Averages and Variations

Purpose:

The purpose of this 5 day unit is to introduce three measures of centers, the mode, mean and median. This unit will also introduce a measure of variation, standard deviation. The students will also become familiar with the statistical functions in Excel and learn to use Excel to sort and analysis data. The students will initially work the problems out with pencil and paper when the concepts are introduced. Then on the following days the students will work on some of the same problems and some new ones in the computer lab using Excel.

DAY 1: Averages- mode and median

When we want to describe a population using only one number, we use a central value or average. The average helps predict what the entire population is likely to be. There are many different ways to find averages we are going to focus on three, the mean, the mode and the median.  We call these the measures of central tendency.

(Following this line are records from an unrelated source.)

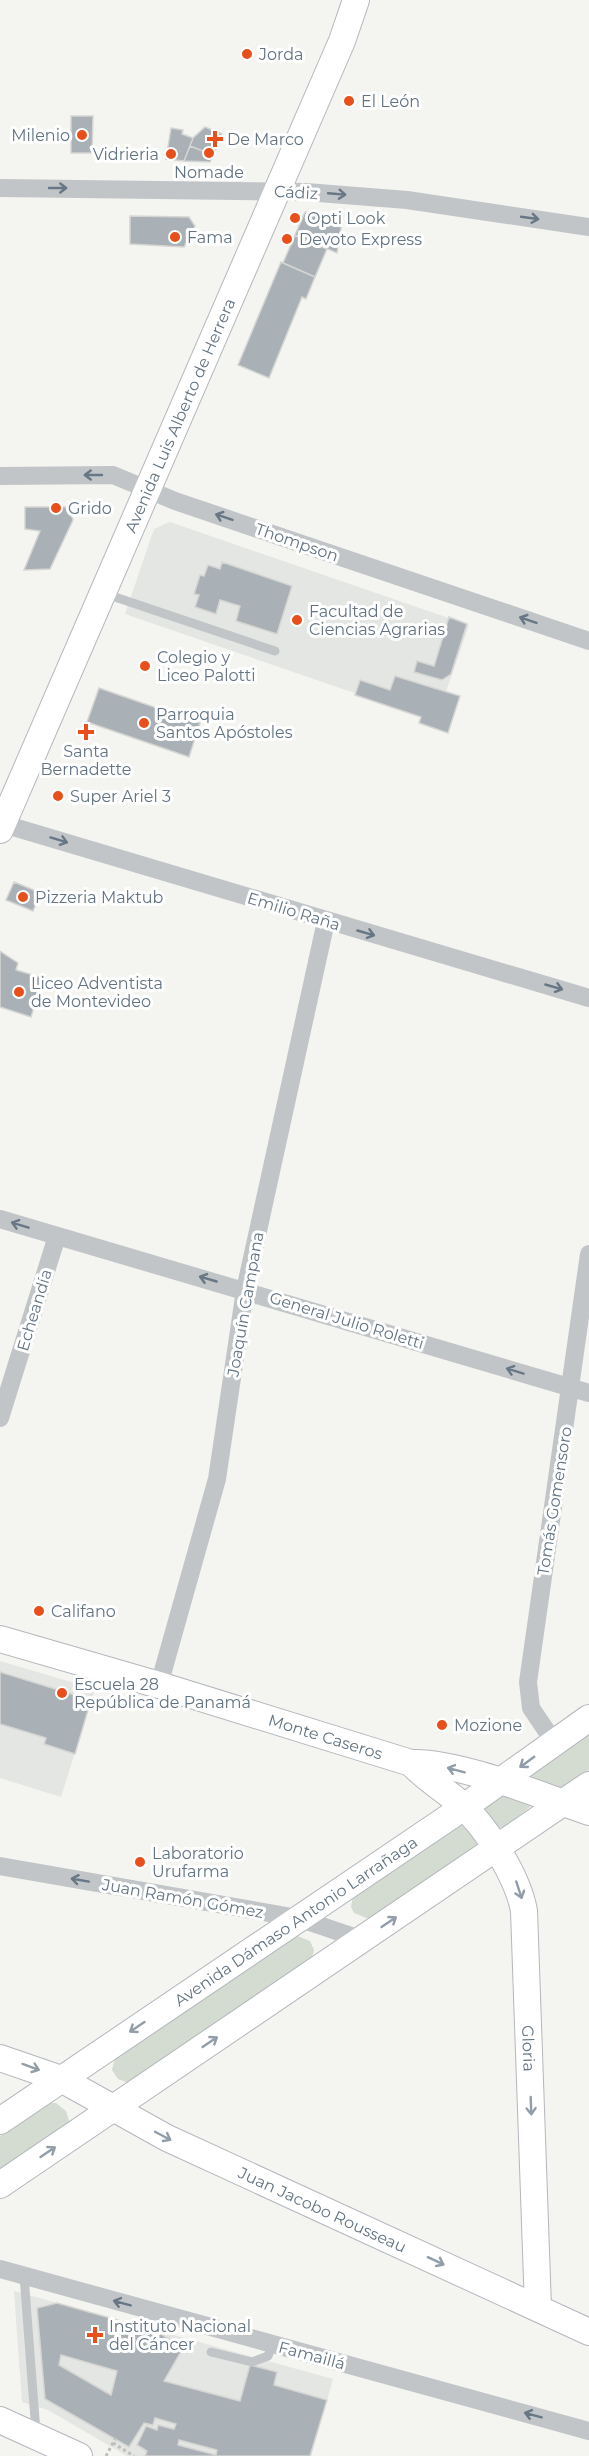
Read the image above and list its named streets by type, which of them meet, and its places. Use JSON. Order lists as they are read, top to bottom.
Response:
{
  "streets": {
    "street": [
      "Cádiz",
      "Avenida Luis Alberto de Herrera",
      "Thompson",
      "Emilio Raña",
      "Joaquín Campana",
      "Echeandía",
      "General Julio Roletti",
      "Tomás Gomensoro",
      "Monte Caseros",
      "Juan Ramón Gómez",
      "Avenida Dámaso Antonio Larrañaga",
      "Gloria",
      "Juan Jacobo Rousseau",
      "Famaillá"
    ]
  },
  "crossings": [
    ["Cádiz", "Avenida Luis Alberto de Herrera"],
    ["Avenida Luis Alberto de Herrera", "Thompson"],
    ["Avenida Luis Alberto de Herrera", "Emilio Raña"],
    ["Emilio Raña", "Joaquín Campana"],
    ["Joaquín Campana", "General Julio Roletti"],
    ["Joaquín Campana", "Monte Caseros"],
    ["Echeandía", "General Julio Roletti"],
    ["General Julio Roletti", "Tomás Gomensoro"],
    ["Tomás Gomensoro", "Avenida Dámaso Antonio Larrañaga"],
    ["Monte Caseros", "Avenida Dámaso Antonio Larrañaga"],
    ["Monte Caseros", "Gloria"],
    ["Juan Ramón Gómez", "Avenida Dámaso Antonio Larrañaga"],
    ["Avenida Dámaso Antonio Larrañaga", "Gloria"],
    ["Avenida Dámaso Antonio Larrañaga", "Juan Jacobo Rousseau"],
    ["Gloria", "Juan Jacobo Rousseau"]
  ],
  "one_way": [
    "Cádiz",
    "Thompson",
    "Emilio Raña",
    "General Julio Roletti",
    "Juan Ramón Gómez",
    "Gloria",
    "Juan Jacobo Rousseau",
    "Famaillá"
  ],
  "places": {
    "other": [
      "Jorda",
      "El León",
      "Milenio",
      "Nomade",
      "Vidrieria",
      "Opti Look",
      "Fama",
      "Devoto Express",
      "Grido",
      "Facultad de Ciencias Agrarias",
      "Colegio y Liceo Palotti",
      "Parroquia Santos Apóstoles",
      "Super Ariel 3",
      "Pizzeria Maktub",
      "Liceo Adventista de Montevideo",
      "Califano",
      "Escuela 28 República de Panamá",
      "Mozione",
      "Laboratorio Urufarma"
    ],
    "health": ["De Marco", "Santa Bernadette", "Instituto Nacional del Cáncer"]
  }
}
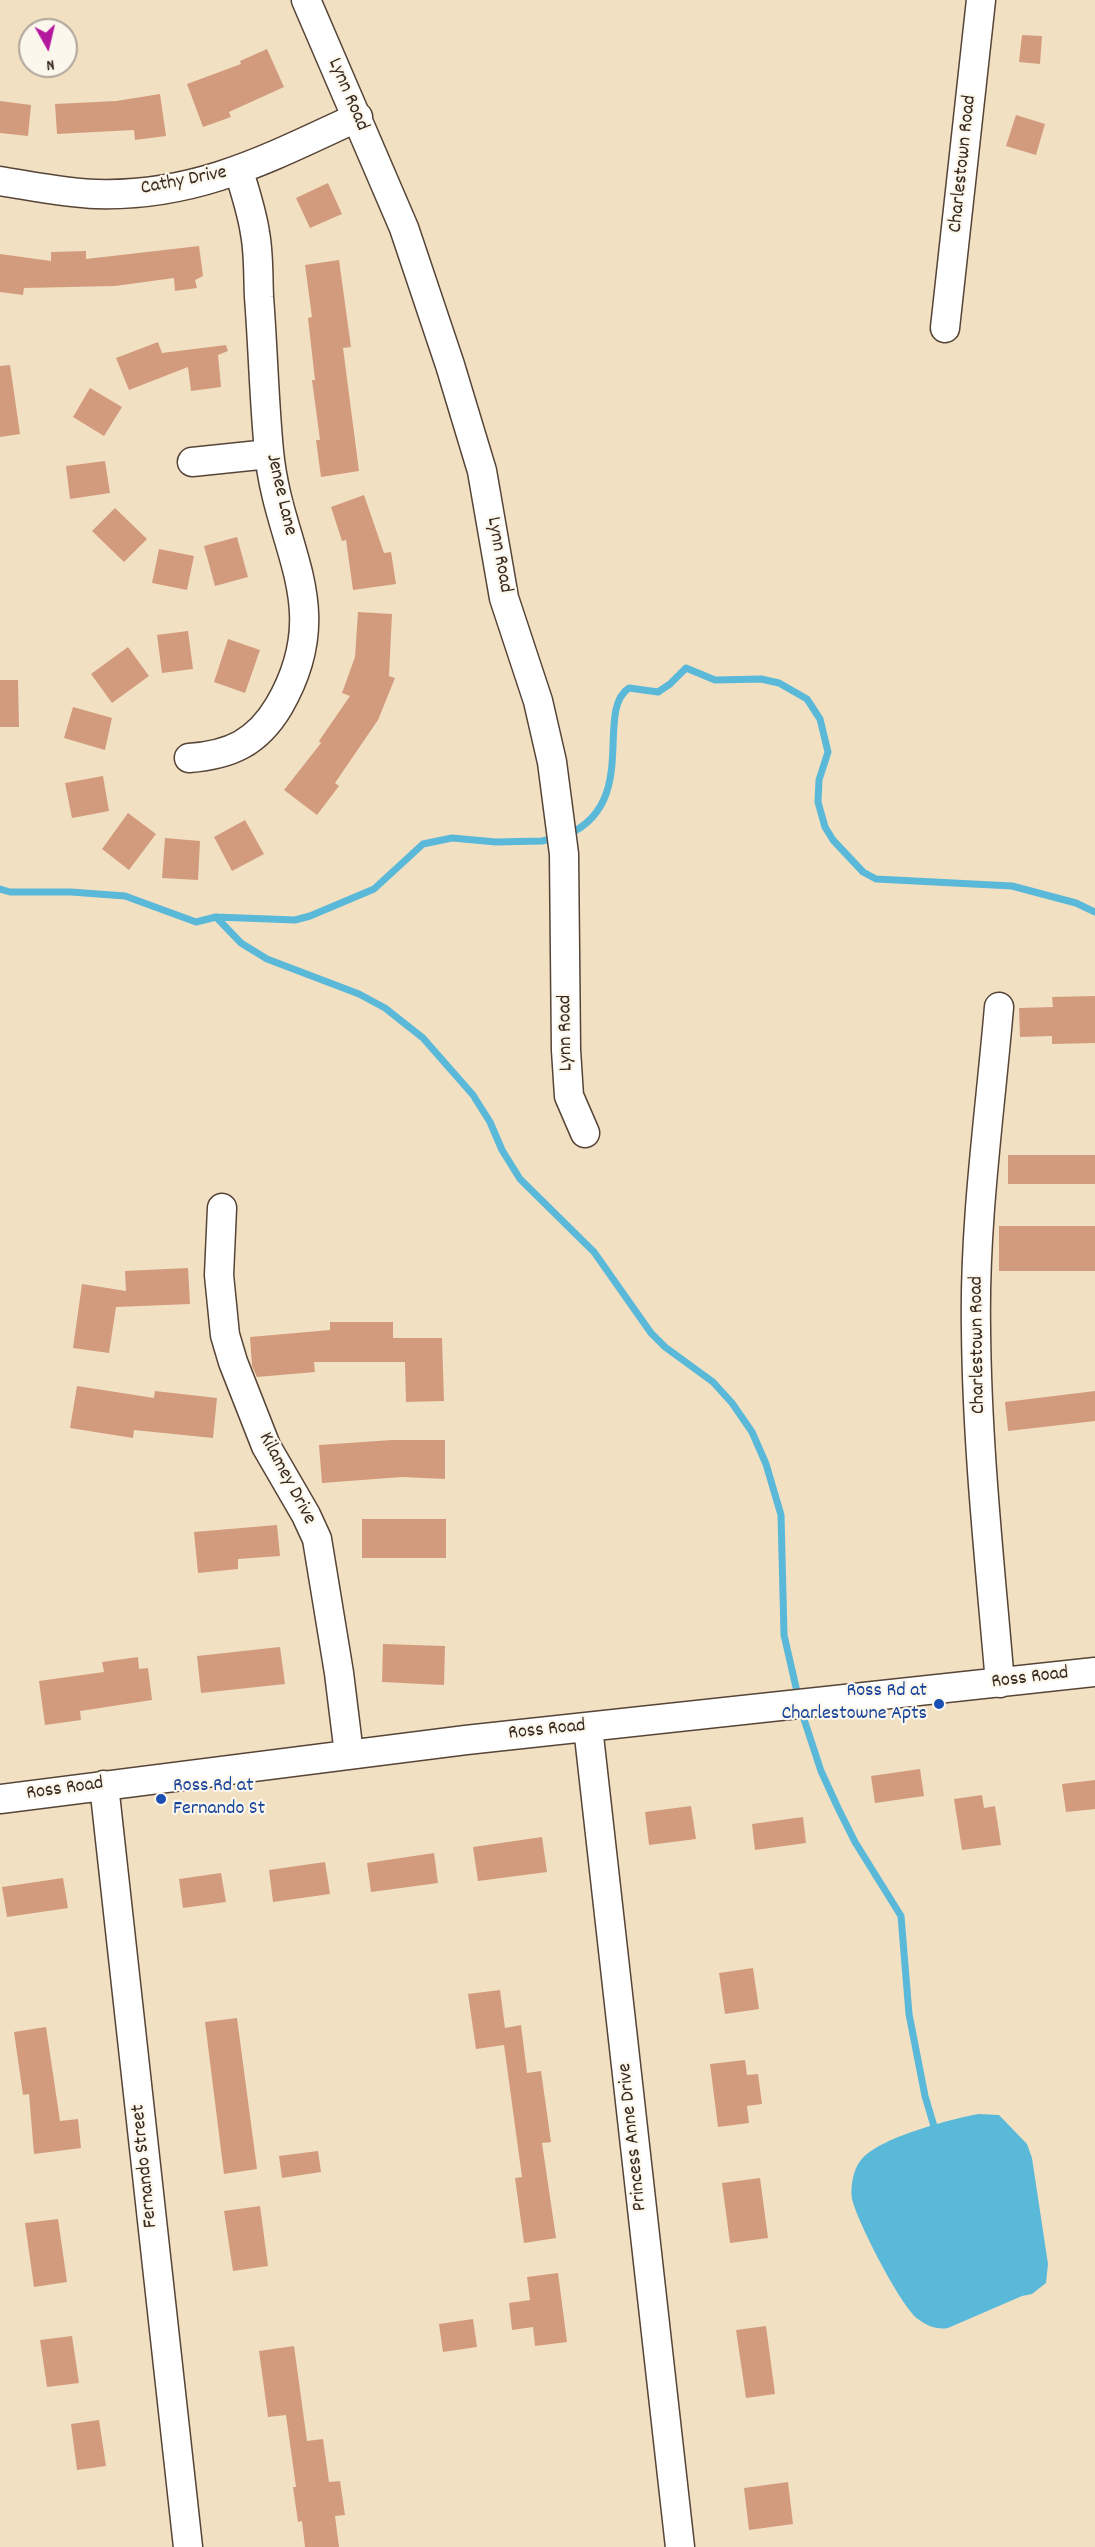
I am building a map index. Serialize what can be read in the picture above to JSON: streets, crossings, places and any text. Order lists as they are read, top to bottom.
{
  "streets": {
    "street": [
      "Lynn Road",
      "Charlestown Road",
      "Cathy Drive",
      "Jenee Lane",
      "Kilamey Drive",
      "Ross Road",
      "Princess Anne Drive",
      "Fernando Street"
    ]
  },
  "crossings": [
    ["Lynn Road", "Cathy Drive"],
    ["Charlestown Road", "Ross Road"],
    ["Cathy Drive", "Jenee Lane"],
    ["Kilamey Drive", "Ross Road"],
    ["Ross Road", "Princess Anne Drive"],
    ["Ross Road", "Fernando Street"]
  ],
  "places": ["Ross Rd at Charlestowne Apts", "Ross Rd at Fernando St"],
  "north": "bottom"
}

We will find the three measures of central tendency for three types of data. They are:

• Raw data- data values are given in random sequence.
• Ungrouped data- the frequency of single data values are given.
• Grouped data- frequency data of class intervals is given.

MODE

The mode: It is the value or property that occurs most frequently in the data. It is the most common value. It does not have to be unique. There can be more than one mode or none if no values are repeated.

For raw data:                The mode is the value that occurs most frequently.

For ungrouped data:       The mode is the value that occurs most frequently, the one with the highest frequency.

For grouped data:          The modal class is the class with highest frequency. The mode is determined by:

LCB + (fo - f-1)/ (2 fo - f-1 - f1) * h

where fo is the frequency of the modal class, f1 is the frequency of the proceeding class, f-1 is the frequency of the preceding class, LCB is the lower class boundary and h is the class width.

Example Problem:

Given the following raw data for test scores, order the data using the stem and leaf method and find the mode.

 77 84 76 88 99 92 68 78 98 69 75 97 95 71 88 73 88 94 73 76

Solution:

Use the stem and leaf method to sort the data in ascending order. The mode is more evident using this method. The mode is 88 because it occurs three times.

Example Problem:

Income for Men and Women- a random sample of population using grouped data.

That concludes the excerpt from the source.